··· RECORD EXCERPTS

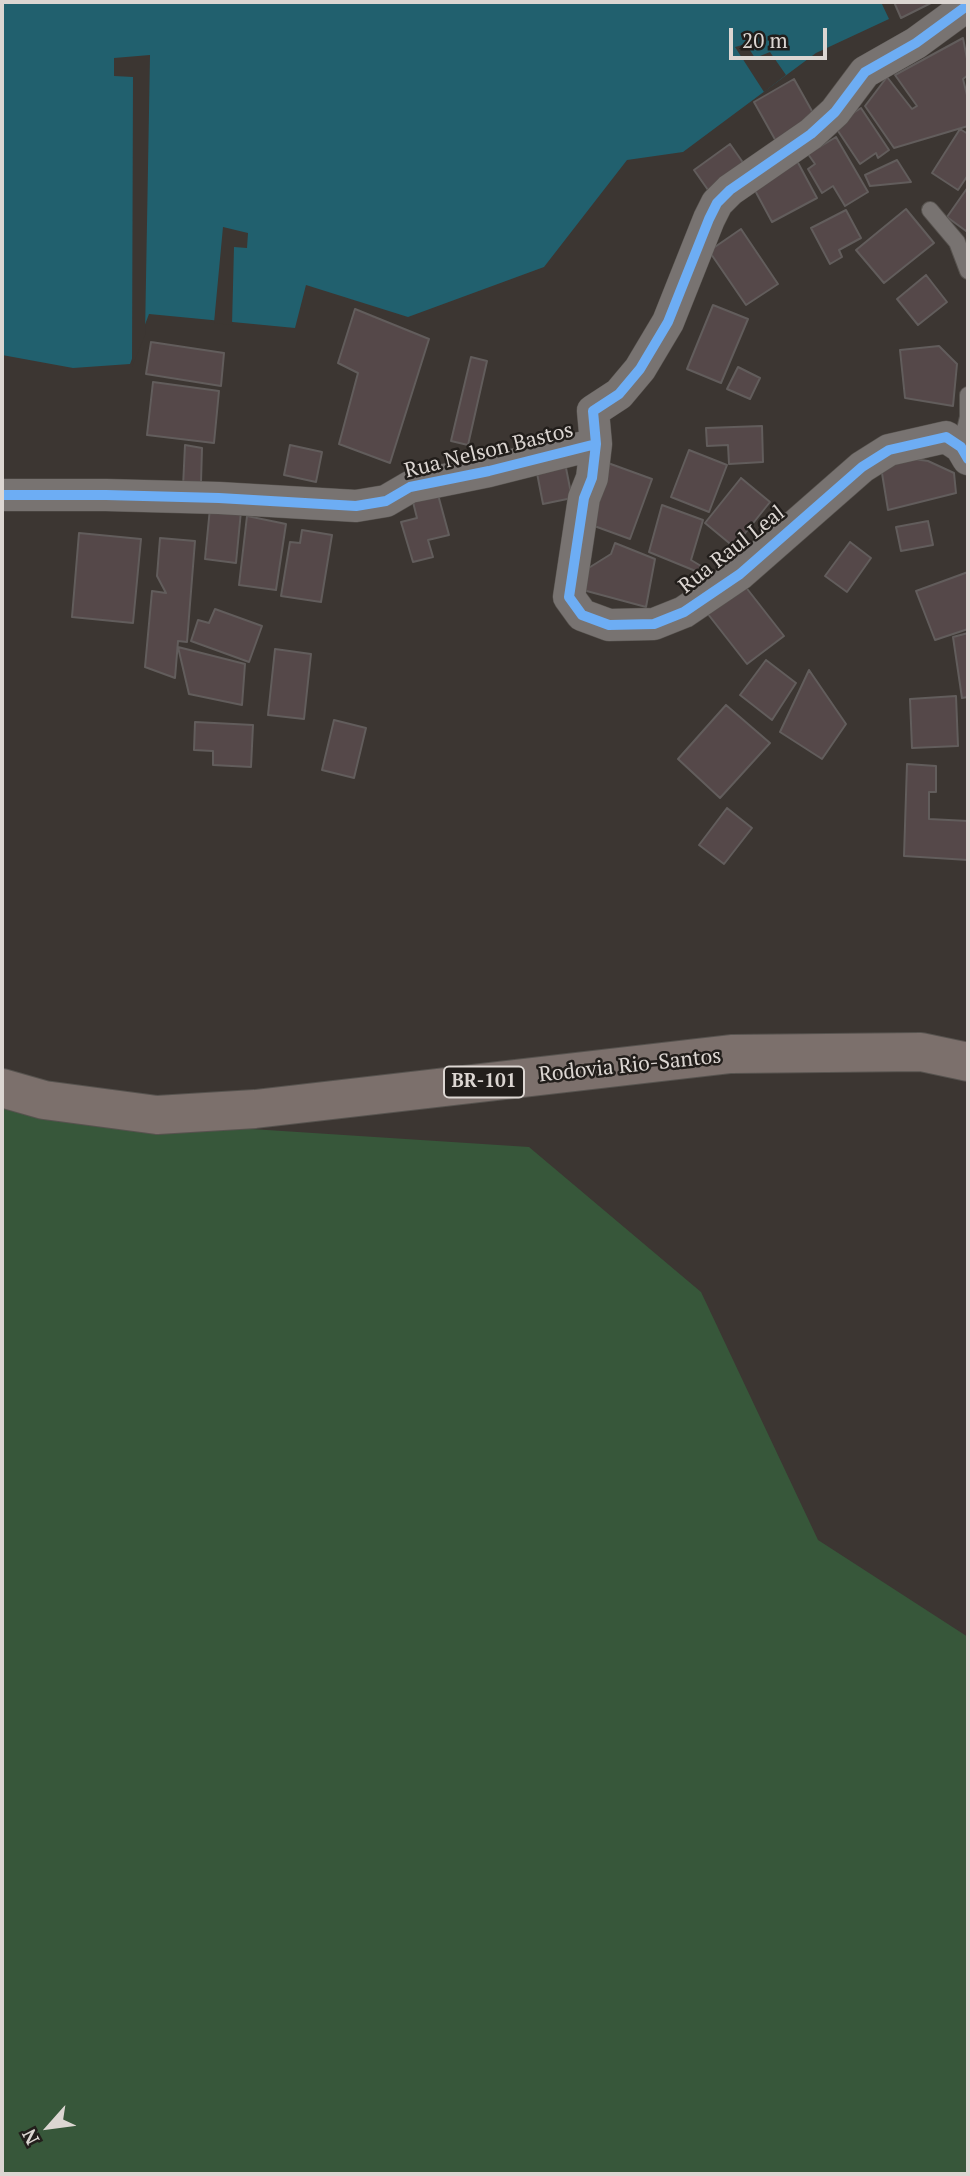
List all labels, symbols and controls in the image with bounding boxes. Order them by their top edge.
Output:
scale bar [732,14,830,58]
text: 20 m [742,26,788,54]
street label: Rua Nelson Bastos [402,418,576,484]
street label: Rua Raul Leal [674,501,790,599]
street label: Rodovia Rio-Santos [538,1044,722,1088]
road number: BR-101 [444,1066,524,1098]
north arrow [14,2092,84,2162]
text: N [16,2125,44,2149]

······

WHAT TO PRODUCE | Transcribe the data word for word, with no images.

EXERCISE OUTPUT |
List all labels, symbols and controls in the image with bounding boxes. Order them by their top edge.
Output:
scale bar [732,14,830,58]
text: 20 m [742,26,788,54]
street label: Rua Nelson Bastos [402,418,576,484]
street label: Rua Raul Leal [674,501,790,599]
street label: Rodovia Rio-Santos [538,1044,722,1088]
road number: BR-101 [444,1066,524,1098]
north arrow [14,2092,84,2162]
text: N [16,2125,44,2149]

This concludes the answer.